For many owners, the car’s one-of-a-kind status would relegate it to a life as garage art or posing in a museum, but not for Augie and his dad. As owners, their first move was to drive it in the Colorado Grand, a 1,000-mile vintage car tour despite springs and shocks that were frozen from years of sitting.
Because cars are meant to be driven, and old race cars are meant to be raced, Augie and his dad, along with help from George Hull, Mike Caraway and others, have painstakingly brought the old girl back to top form, and Grasis races it several times each year.
The 250-horsepower bellow from its drain-pipe exhaust is a sound like no other, but the old-style brakes leave plenty to desire when hauling the car down from more than 100 miles per hour. Back in the day, Indy racers ran flat out, and brakes were used only to slow the car for the pits. Putting the car on a road course taxes the brakes, and Grasis and his team are constantly working to improve them. At Road America last Sunday, Grasis reeled in a pre-war Bugatti and cruised to an easy victory. The Studebaker still has mighty good legs.
On Thursday before this year’s race , Augie and his dad were invited to the Indianapolis Motor Speedway where famous vintage racers lapped the speedway as part of the pre-race activity for tomorrow’s Indianapolis 500.

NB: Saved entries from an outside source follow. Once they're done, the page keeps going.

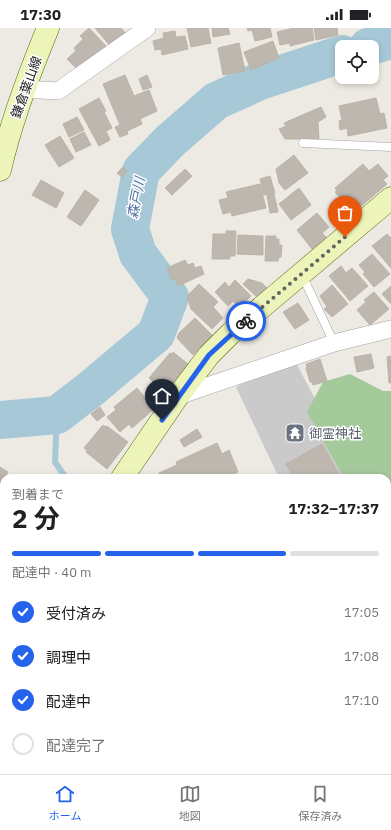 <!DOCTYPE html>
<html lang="ja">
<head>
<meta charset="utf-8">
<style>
	body { margin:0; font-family:"IBM Plex Sans","Noto Sans JP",sans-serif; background:#f2f2f2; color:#202124; height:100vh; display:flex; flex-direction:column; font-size:15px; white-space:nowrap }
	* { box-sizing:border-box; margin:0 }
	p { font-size:13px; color:#757577 }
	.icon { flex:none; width:22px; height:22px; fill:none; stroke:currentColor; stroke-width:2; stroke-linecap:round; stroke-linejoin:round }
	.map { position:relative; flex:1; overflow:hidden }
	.drawer { position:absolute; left:0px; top:446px; width:391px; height:300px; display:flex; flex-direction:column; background:#fff; border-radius:12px 12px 0 0; box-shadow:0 2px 6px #0003 }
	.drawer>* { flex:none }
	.fabs { position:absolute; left:335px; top:12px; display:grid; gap:8px }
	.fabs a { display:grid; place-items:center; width:44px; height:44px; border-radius:8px; background:#fff; box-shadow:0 2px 6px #0003; font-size:20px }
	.pin { position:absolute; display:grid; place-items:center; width:34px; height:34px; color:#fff; margin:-41px -17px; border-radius:50% 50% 50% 0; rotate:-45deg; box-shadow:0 0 4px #0007 }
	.pin .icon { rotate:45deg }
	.courier { position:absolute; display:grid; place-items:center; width:40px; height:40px; margin:-20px; border:3px solid #2563eb; border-radius:50%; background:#fff; color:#222; box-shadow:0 1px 5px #0007 }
	.summary em { font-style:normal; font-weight:700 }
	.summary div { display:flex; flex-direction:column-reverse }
	.summary { display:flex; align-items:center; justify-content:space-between; height:68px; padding:0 12px }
	h1 { font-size:26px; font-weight:700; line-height:30px }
	.bar { display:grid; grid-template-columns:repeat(4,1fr); gap:6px 4px; align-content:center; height:48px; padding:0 12px }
	.bar i { height:5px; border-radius:3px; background:#e0e0e0 }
	.bar .current { background:#2563eb }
	.bar p { grid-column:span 4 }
	ol { padding:0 12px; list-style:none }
	li { display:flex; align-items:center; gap:12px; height:44px }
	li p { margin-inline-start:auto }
	li .icon { padding:4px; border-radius:50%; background:#2563eb; color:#fff; stroke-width:4 }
	li:last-child { color:#757577 }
	li i { width:22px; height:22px; border:2px solid #e0e0e0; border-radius:50% }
	.status { display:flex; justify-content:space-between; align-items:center; height:28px; padding:0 20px; background:#fff; direction:ltr }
	.status svg { height:11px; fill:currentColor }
	.dock { display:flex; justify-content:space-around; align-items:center; height:56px; border-top:1px solid #e0e0e0; background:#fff; font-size:11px; color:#757577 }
	.dock a { display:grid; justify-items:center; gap:2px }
	.dock .current { color:#2563eb }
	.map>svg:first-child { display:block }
</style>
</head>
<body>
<div class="status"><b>17:30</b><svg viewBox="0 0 49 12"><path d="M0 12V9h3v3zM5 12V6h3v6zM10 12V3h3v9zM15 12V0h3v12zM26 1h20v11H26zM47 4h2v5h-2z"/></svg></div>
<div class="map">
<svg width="391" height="746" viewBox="0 0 391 746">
	<rect width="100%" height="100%" fill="#edeae3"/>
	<path fill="#cacaca" d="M 294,331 L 357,450 L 279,450 L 236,359 Z"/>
	<path fill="#a4c99b" d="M 350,346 L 383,363 L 391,363 L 391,746 L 353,746 L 354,742 L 387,742 L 387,450 L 344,450 L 307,384 L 323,354 Z"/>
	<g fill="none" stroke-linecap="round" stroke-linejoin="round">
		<path stroke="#a6c8d7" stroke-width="6" d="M 57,387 L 55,434 L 66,450
			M 26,742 L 29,746"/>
		<path stroke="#a6c8d7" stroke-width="38" d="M 368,19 L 391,12
			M 0,392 L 57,387 L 92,360 L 156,306 L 170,269 L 138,226 L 130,201 L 141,143 L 170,113 L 216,73 L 260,53 L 342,26"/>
	</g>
	<path fill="#bdb7b0" stroke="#bdb3a6" d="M 89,0 L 106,18 L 79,43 L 67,31 L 76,23 L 74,20 L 83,11 L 80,8 Z
		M 95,0 L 121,0 L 127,7 L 111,19 Z
		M 187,0 L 208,0 L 211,15 L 191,19 Z
		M 212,0 L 228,0 L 230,6 L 213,9 Z
		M 247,0 L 270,0 L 272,9 L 255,13 L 252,2 L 248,3 Z
		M 294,0 L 312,0 L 314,12 L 290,18 L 290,15 L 280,17 L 277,4 Z
		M 314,0 L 337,0 L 338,7 L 316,12 Z
		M 175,3 L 176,9 L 185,8 L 188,21 L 162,27 L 161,21 L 155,22 L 153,13 L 164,10 L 163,5 Z
		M 273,13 L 279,30 L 251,42 L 244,24 Z
		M 239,15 L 245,43 L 223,47 L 218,20 Z
		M 125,47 L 134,68 L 149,62 L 157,83 L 140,91 L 142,96 L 127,103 L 128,106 L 120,109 L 115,99 L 120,97 L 103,56 Z
		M 147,47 L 152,59 L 143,62 L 139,51 Z
		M 99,70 L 106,83 L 104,84 L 112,100 L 106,103 L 110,112 L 99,118 L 79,81 Z
		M 376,70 L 380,86 L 384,85 L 387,100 L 348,108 L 347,100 L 340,102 L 339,93 L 342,92 L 339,78 Z
		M 321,79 L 326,89 L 318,94 L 319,111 L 285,111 L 279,101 L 286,98 L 284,95 Z
		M 77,89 L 84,102 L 69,109 L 63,96 Z
		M 84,104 L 91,117 L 76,124 L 70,111 Z
		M 60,108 L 74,130 L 59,139 L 45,117 Z
		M 294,127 L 308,145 L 285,162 L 279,155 L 276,141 Z
		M 363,136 L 369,143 L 378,136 L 388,148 L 383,152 L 387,156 L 353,185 L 335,164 L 337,163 L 335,160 Z
		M 123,139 L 127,143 L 122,149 L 117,145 Z
		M 185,141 L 192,148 L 172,167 L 165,160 Z
		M 270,148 L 275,165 L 264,167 L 260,151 Z
		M 41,152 L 64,165 L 56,180 L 32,167 Z
		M 260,156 L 266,180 L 232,188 L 231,184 L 223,186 L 219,172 L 228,170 L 226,164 Z
		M 299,160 L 311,177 L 291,192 L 279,176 Z
		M 85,162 L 99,172 L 81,198 L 67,189 Z
		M 274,166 L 278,184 L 270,185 L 267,167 Z
		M 317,185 L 329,199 L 322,205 L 326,209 L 312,221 L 297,202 Z
		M 226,203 L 236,203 L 235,228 L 230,228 L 230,231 L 212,231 L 213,206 L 226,206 Z
		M 387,206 L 391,210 L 391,240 L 372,218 Z
		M 238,207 L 263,208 L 263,227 L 237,226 Z
		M 266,208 L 276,208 L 276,211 L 279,211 L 279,217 L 282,217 L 281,229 L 279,229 L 278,233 L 265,233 Z
		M 372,226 L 390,246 L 374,259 L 363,246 L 365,244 L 359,237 Z
		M 185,232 L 188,237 L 193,235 L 195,240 L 201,238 L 204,246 L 178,258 L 175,251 L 172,252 L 167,240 Z
		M 341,238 L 346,245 L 352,240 L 368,258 L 350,273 L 329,248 Z
		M 248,251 L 262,255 L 267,260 L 258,270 L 243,256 Z
		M 235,252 L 251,268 L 239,279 L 233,273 L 228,278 L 215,264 L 225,254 L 229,259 Z
		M 199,256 L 218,274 L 213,279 L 223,290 L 212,301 L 191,281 L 187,268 Z
		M 332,257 L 348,276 L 332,289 L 324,281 L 327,279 L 320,268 Z
		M 391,258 L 391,276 L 382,266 Z
		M 374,264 L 389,281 L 370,297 L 357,282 L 366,274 L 364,272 Z
		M 298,275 L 309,292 L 295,301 L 283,284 Z
		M 195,290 L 213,308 L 193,327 L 177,310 L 179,305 Z
		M 173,324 L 188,336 L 166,364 L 149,350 L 170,325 L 172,326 Z
		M 371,326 L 374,340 L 357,344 L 354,329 Z
		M 391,328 L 391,355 L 389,355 L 387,329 Z
		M 320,331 L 327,353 L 313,357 L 312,354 L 310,354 L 306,340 L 307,340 L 306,336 Z
		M 137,360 L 154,381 L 132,400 L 129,396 L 120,404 L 107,389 L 116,382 L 114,379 Z
		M 100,379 L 105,387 L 97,393 L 91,386 Z
		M 103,397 L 106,399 L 107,398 L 128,414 L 107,441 L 86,424 L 87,423 L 84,420 Z
		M 197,401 L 202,409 L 184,419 L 180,412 Z
		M 217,415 L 222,426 L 229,422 L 238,444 L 232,447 L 233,449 L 161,450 L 159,445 L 177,437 L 176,434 Z
		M 322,416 L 341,450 L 294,450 L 286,436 Z
		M 0,439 L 8,444 L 2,453 L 3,454 L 0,460 Z
		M 4,554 L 4,577 L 1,577 L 0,555 Z
		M 4,610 L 4,624 L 0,621 L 0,616 Z
		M 4,624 L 4,638 L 0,635 L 0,630 Z
		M 197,742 L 213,742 L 217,743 L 217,746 L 200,746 Z
		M 286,742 L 297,742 L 296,746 L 286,746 Z
		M 314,742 L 339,744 L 339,746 L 314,746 Z"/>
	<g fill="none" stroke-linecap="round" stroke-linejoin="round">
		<g stroke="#a3a3a3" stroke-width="9">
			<path id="lane" d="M 303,115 L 391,119
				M 302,247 L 334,315"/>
		</g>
		<g stroke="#a3a3a3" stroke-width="18">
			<path id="street" d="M 24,61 L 58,63 L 147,0
				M 178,368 L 334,315 L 391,301"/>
		</g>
		<g stroke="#576a0d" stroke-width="23">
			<path id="secondary" d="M 0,142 C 11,93 29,46 48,0
				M 122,450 L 178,368 L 209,327 L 230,306 L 391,170
				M 0,500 L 4,500
				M 104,742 L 105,746"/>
		</g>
		<use href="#lane" stroke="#fff" stroke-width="8"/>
		<use href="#street" stroke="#fff" stroke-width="17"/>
		<use href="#secondary" stroke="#ecf4ba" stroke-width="22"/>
	</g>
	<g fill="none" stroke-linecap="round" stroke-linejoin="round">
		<path stroke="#656462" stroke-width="4" stroke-dasharray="0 7.2" d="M 246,293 L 345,209"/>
		<path stroke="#2563eb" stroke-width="5" d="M 162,392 L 209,327 L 246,293"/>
	</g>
	<defs>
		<g id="temple-square" transform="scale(1)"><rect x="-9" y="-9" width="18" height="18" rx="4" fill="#6b7280" stroke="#fff"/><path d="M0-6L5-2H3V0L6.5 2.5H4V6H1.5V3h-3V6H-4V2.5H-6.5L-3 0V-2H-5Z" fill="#fff"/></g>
	</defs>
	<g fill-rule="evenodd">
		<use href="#temple-square" x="295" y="405"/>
	</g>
	<g text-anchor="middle" stroke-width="3" stroke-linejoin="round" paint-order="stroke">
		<g font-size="13" fill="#1c1c1c" stroke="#fff">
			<text transform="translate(26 59) rotate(-70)" y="5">鎌倉葉山線</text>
		</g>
		<g font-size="13" fill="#5b616d" stroke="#fff" text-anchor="start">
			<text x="309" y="410">御霊神社</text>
		</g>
		<g font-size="14" font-style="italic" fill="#5173a4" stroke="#fff">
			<text transform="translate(136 170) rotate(-79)" y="5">森戸川</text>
		</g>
	</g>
</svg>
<div class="fabs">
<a><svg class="icon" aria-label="locate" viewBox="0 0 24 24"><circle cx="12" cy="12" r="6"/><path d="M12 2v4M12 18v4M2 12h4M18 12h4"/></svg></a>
</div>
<div class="pin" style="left:345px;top:209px;background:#ea580c"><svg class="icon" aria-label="bag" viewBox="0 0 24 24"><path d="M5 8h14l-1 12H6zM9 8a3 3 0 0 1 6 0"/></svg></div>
<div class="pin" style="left:162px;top:392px;background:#1f2937"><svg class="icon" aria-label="home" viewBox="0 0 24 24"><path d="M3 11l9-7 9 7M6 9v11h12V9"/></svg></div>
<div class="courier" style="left:246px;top:293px"><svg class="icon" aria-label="bike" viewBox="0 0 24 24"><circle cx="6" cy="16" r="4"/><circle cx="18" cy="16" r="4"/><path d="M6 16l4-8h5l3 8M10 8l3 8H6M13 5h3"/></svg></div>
<section class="drawer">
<div class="summary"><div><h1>2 分</h1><p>到着まで</p></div><em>17:32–17:37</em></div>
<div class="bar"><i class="current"></i><i class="current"></i><i class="current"></i><i></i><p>配達中 · 40 m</p></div>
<ol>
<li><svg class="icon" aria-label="check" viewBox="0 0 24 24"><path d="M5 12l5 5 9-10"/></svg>受付済み<p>17:05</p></li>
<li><svg class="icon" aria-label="check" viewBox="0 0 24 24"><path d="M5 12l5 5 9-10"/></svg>調理中<p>17:08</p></li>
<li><svg class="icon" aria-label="check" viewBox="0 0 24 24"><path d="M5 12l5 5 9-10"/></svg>配達中<p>17:10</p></li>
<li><i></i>配達完了</li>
</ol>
</section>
</div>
<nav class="dock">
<a class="current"><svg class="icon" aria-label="home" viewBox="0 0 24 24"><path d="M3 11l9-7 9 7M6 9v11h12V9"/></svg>ホーム</a>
<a><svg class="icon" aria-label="map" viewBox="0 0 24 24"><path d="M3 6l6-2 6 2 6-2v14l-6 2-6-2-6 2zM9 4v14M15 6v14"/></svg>地図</a>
<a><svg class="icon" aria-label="saved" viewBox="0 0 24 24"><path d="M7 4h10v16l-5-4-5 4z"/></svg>保存済み</a>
</nav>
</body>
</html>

“It was an epic day,” Augie said by phone. “We ran about 10 laps, pretty much as fast as the car would go. I think our average speed was not far below what the car achieved when it qualified at 113.678 in 1933. It was really fun for my dad and I to feel what the car was like near its maximum speed. In 1933, however, the car raced on bricks, not the smooth pavement like today.”
That night was capped by a dinner with multiple Indy winners such as Mario Andretti, Rick Mears and Helio Castroneves. Augie will have another lapping session before the Indy Lights race.
The straight eight engine of Number 34 has once again sent ripples of thunder across the Indiana plain, creating echoes that may linger in the grandstand for another 79 years. That’s what living history is all about.